[Stored data entries]
-- Opening Marker --
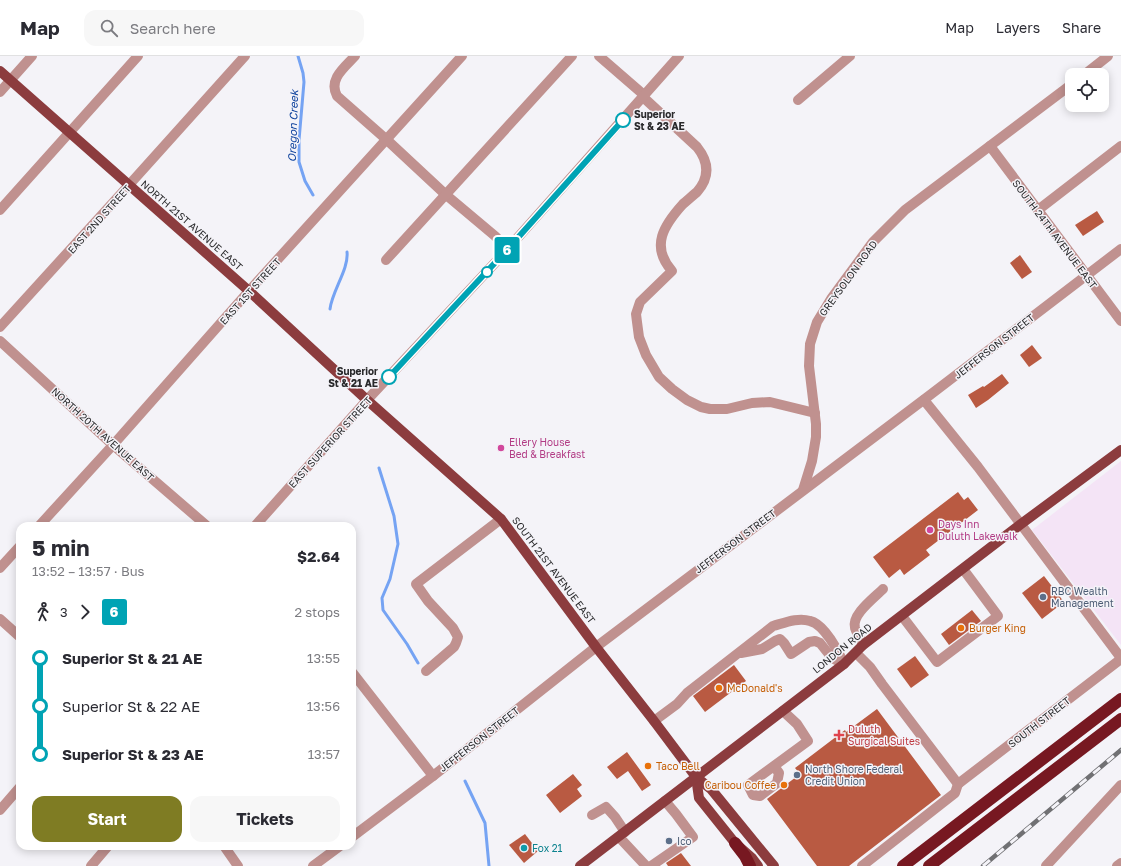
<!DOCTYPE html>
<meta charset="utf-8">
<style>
:root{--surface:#fff;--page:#f7f7f7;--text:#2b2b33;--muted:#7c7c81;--line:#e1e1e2;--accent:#7f7c23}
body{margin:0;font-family:"Golos Text",sans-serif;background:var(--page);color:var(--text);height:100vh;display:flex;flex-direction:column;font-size:15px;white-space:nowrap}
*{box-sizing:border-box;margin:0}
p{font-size:13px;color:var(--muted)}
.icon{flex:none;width:22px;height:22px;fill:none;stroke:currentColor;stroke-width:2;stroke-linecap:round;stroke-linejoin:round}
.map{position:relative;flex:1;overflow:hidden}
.details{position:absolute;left:16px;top:466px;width:340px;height:328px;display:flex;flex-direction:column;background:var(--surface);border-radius:12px;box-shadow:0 2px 10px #0003}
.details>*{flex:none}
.badge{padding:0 8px;border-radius:3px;font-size:14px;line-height:26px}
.buttons{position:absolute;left:1065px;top:12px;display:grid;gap:8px}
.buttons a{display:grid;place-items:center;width:44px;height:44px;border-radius:8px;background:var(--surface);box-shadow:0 2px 10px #0003;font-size:20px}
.map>.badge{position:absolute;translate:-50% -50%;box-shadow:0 0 0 2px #fff}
.legs{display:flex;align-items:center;gap:6px;height:44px;padding:0 16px;font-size:13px}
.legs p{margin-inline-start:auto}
.headline{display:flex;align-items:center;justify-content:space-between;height:68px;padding:0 16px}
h1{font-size:22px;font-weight:700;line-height:30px}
.primary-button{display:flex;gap:8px;margin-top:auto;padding:8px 16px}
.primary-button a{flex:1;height:46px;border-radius:12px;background:var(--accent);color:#fff;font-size:16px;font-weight:700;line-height:46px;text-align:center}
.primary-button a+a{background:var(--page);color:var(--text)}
ul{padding:0 16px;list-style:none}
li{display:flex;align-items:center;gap:14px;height:48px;font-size:15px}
li i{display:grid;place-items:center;width:6px;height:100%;margin:0 5px;background:currentColor}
li i::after{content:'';width:10px;height:10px;margin:-5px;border:3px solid;border-radius:50%;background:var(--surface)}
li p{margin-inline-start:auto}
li:first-child i{background:linear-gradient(#0000 50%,currentColor 0)}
li:last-child i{background:linear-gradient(currentColor 50%,#0000 0)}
header{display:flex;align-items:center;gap:24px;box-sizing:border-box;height:56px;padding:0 20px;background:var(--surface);border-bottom:1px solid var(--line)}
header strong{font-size:19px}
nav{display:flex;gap:22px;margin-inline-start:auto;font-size:14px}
.search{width:280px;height:36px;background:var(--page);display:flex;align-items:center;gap:10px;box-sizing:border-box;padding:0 14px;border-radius:12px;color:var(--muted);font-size:15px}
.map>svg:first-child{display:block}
</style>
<header>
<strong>Map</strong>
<div class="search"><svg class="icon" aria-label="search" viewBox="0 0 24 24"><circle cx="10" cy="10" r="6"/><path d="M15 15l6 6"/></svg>Search here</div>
<nav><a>Map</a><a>Layers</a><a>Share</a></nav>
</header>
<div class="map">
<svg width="1121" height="810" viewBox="0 0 1121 810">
<rect width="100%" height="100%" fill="#f4f3f8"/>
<polygon fill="#f4e4f6" points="1121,405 1121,589 1032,474"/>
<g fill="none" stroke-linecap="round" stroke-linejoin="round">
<g stroke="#75a3f3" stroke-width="3">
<polyline points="298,0 303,17 304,26 299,84 299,106 305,125 313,139"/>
<path d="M330,253C332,235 349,213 347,196"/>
<polyline points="379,412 394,460 398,488 390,523 382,542 383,554 407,588 418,607"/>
<polyline points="465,725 485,767 489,810"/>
</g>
</g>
<g fill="#b95a42">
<polygon points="1097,155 1104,166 1083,180 1075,169"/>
<polygon points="1020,199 1032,216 1022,223 1010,207"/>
<polygon points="1032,289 1042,302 1029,311 1020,299"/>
<polygon points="1002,318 1009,327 988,344 976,352 968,339 983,330 984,331"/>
<polygon points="958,436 964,444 968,441 978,454 926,494 930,499 904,519 900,513 889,522 873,501"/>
<polygon points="1044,520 1064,546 1042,563 1022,537"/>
<polygon points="972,554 981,565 949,589 941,578"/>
<polygon points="915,600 929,619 911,632 897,613"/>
<polygon points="734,609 746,625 705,656 693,640"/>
<polygon points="877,653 941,739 849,810 817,810 767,743 800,718 795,712 845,674 846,676"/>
<polygon points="627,696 651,729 642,735 628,715 617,723 607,711"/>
<polygon points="573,718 582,729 577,733 582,740 560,757 546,739"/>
<polygon points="525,778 538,795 524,807 509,789"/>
<polygon points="681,797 691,810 668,810 666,807"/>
</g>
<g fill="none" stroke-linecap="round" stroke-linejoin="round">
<g stroke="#c0918f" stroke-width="10">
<path d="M355,0C345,11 328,23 337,40L387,84L445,138L495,180L508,193"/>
<polyline points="599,0 644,39"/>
<polyline points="1084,19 1108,0"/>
<polyline points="0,36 32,0"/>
<path d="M643,41L697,91C709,106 710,121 697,136C692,140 688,144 683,148C664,169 650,190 672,215L640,246L636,258L637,266L639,281L646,299L659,321L672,333L687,344L701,351L710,353H727L752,347L770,346L815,357"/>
<polyline points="798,44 850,0"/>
<polyline points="990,90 1121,265"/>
<polyline points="0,154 138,0"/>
<polyline points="1038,154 1121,90"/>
<polyline points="386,204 572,0"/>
<polyline points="0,271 129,129 245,0"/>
<polyline points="0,285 113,389 207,470"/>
<polyline points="924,344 978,411 1121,602"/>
<polyline points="803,434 812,405 816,381 816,368 809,310 810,288 817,266 831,243 873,186 905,154 1072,28"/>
<polyline points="39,470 113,389 249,235 462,0"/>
<polyline points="255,470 367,344 505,196 679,0"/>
<polyline points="0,512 20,490"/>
<polyline points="902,560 937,606 998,560 975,529 963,513"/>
<polyline points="0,563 20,581"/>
<path d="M863,589C861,584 857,578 855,572C851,559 874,542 883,533"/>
<polyline points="741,597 762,593 775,585 780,583 784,587 791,598 809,586 815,585 820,587 832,602 844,608"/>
<polyline points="856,597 870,611 882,628 958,728"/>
<polyline points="426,615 454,591 456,587 458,581 453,572 428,545 416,528 501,463"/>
<polyline points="352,616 433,720"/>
<path d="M654,665L677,648L687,637L773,570C784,567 798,561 810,565C824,568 838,595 844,608"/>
<polyline points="774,710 779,717 777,727 760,740 753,739 748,729 808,685 797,668 783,655"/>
<polyline points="958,728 1121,603"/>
<polyline points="0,754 20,731"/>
<polyline points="592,759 606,751 615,761 625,776"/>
<polyline points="352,781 433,720 596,591 930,339 1121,193"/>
<polyline points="619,781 646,810"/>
<polyline points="224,790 238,810"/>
<polyline points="91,810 108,790"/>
<polyline points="313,810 340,790"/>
<polyline points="651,810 693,781 676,758 665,745"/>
<polyline points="862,810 955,737 958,728"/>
<polyline points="1046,810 1121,729"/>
<polyline points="1117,810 1121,807"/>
</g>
<g stroke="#8c3c3e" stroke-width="10">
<polyline points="0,15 249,235 367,344 501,463 596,591 654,665 696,721 711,733 774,810"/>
<polyline points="696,721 699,742 735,787 752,802 758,810"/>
<polyline points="580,810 844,608 863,589 1021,468 1121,394"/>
</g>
<g stroke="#771821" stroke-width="12">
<polyline points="735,787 745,800 750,810"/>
<polyline points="903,810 1121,643"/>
<polyline points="929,810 1121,663"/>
</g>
<g stroke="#707073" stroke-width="4.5">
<polyline id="rail" points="983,810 1121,694"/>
</g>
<use href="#rail" stroke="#f4f3f8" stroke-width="3" stroke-dasharray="9" stroke-linecap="butt"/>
</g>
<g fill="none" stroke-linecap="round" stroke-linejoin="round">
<g stroke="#fff" stroke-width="9">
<polyline id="line-1" points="389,321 505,196 623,64"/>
</g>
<use href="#line-1" stroke="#00a3b4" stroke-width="6"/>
</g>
<g fill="#fff" stroke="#00a3b4" stroke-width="2">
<circle cx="623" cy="64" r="7"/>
<circle cx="487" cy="216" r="5"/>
<circle cx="389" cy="321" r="7"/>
</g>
<g fill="#d1479c" stroke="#f4f3f8" stroke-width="1.5">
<circle cx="501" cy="392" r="4"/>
<circle cx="930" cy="474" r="4"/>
</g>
<g fill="#5c6f8a" stroke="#f4f3f8" stroke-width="1.5">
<circle cx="1043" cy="541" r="4"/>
<circle cx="797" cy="719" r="4"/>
<circle cx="669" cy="785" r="4"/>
</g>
<g fill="#e8710a" stroke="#f4f3f8" stroke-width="1.5">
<circle cx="961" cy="572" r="4"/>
<circle cx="719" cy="632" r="4"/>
<circle cx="648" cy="710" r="4"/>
<circle cx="784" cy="729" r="4"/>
</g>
<path fill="#e0444e" stroke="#f4f3f8" stroke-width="1.5" d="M837 673h4v4h4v4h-4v4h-4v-4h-4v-4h4z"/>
<circle fill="#0f9aa8" stroke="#f4f3f8" stroke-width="1.5" cx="524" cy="792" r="4"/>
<g text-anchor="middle" stroke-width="3" stroke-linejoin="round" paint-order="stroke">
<g font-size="10" font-weight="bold" fill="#29292b" stroke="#f4f3f8" text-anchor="start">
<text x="634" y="62">Superior<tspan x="634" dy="12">St &amp; 23 AE</tspan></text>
<text x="378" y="319" text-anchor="end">Superior<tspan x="378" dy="12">St &amp; 21 AE</tspan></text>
</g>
<g font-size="10" fill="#29292b" stroke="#f4f3f8">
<text transform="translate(99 163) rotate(-48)" y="4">EAST 2ND STREET</text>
<text transform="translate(192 169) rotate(41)" y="4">NORTH 21ST AVENUE EAST</text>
<text transform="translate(1055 178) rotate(53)" y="4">SOUTH 24TH AVENUE EAST</text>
<text transform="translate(848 222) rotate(-54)" y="4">GREYSOLON ROAD</text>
<text transform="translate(250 235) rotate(-48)" y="4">EAST 1ST STREET</text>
<text transform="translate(994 290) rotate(-38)" y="4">JEFFERSON STREET</text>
<text transform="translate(103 378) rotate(42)" y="4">NORTH 20TH AVENUE EAST</text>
<text transform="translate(330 386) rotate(-48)" y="4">EAST SUPERIOR STREET</text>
<text transform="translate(735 485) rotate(-37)" y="4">JEFFERSON STREET</text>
<text transform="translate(554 514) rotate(53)" y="4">SOUTH 21ST AVENUE EAST</text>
<text transform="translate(842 592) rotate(-39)" y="4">LONDON ROAD</text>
<text transform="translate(1039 666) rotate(-38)" y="4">SOUTH STREET</text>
<text transform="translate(479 683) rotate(-38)" y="4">JEFFERSON STREET</text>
</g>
<g font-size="10" fill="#b23c85" stroke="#f4f3f8" text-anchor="start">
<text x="509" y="390">Ellery House<tspan x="509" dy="12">Bed &amp; Breakfast</tspan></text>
<text x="938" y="472">Days Inn<tspan x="938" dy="12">Duluth Lakewalk</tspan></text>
</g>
<g font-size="10" fill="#4e5e75" stroke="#f4f3f8" text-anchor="start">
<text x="1051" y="539">RBC Wealth<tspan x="1051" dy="12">Management</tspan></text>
<text x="805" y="717">North Shore Federal<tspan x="805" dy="12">Credit Union</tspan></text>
<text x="677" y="789">Ico</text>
</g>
<g font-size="10" fill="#c56008" stroke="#f4f3f8" text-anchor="start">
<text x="969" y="576">Burger King</text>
<text x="727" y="636">McDonald's</text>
<text x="656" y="714">Taco Bell</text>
<text x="776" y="733" text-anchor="end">Caribou Coffee</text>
</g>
<g font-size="10" fill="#be3a42" stroke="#f4f3f8" text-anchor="start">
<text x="848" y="677">Duluth<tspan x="848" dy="12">Surgical Suites</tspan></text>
</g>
<g font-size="10" fill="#0d838f" stroke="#f4f3f8" text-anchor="start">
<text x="532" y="796">Fox 21</text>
</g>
<g font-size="11" font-style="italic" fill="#0e429d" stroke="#f4f3f8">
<text transform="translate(293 70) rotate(-88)" y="4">Oregon Creek</text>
</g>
</g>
</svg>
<div class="buttons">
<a><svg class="icon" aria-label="locate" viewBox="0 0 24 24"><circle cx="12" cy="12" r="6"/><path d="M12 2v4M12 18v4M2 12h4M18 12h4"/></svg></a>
</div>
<b class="badge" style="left:507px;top:194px;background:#00a3b4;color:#fff">6</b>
<section class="details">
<div class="headline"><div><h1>5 min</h1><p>13:52 – 13:57 · Bus</p></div><b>$2.64</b></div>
<div class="legs"><svg class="icon" aria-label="walk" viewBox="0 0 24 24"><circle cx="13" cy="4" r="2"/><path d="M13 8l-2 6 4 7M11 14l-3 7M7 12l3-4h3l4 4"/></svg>3<svg class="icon" aria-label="forward" viewBox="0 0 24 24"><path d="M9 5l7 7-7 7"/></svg><b class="badge" style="background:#00a3b4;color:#fff">6</b><p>2 stops</p></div>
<ul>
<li><i style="color:#00a3b4"></i><b>Superior St &amp; 21 AE</b><p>13:55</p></li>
<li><i style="color:#00a3b4"></i><span>Superior St &amp; 22 AE</span><p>13:56</p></li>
<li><i style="color:#00a3b4"></i><b>Superior St &amp; 23 AE</b><p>13:57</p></li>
</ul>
<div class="primary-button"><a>Start</a><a>Tickets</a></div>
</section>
</div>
-- Closing Marker --
What you need to do => Read the data above and pull out each line that holds the string "buttons".

Answer to the exercise =>
.buttons{position:absolute;left:1065px;top:12px;display:grid;gap:8px}
.buttons a{display:grid;place-items:center;width:44px;height:44px;border-radius:8px;background:var(--surface);box-shadow:0 2px 10px #0003;font-size:20px}
<div class="buttons">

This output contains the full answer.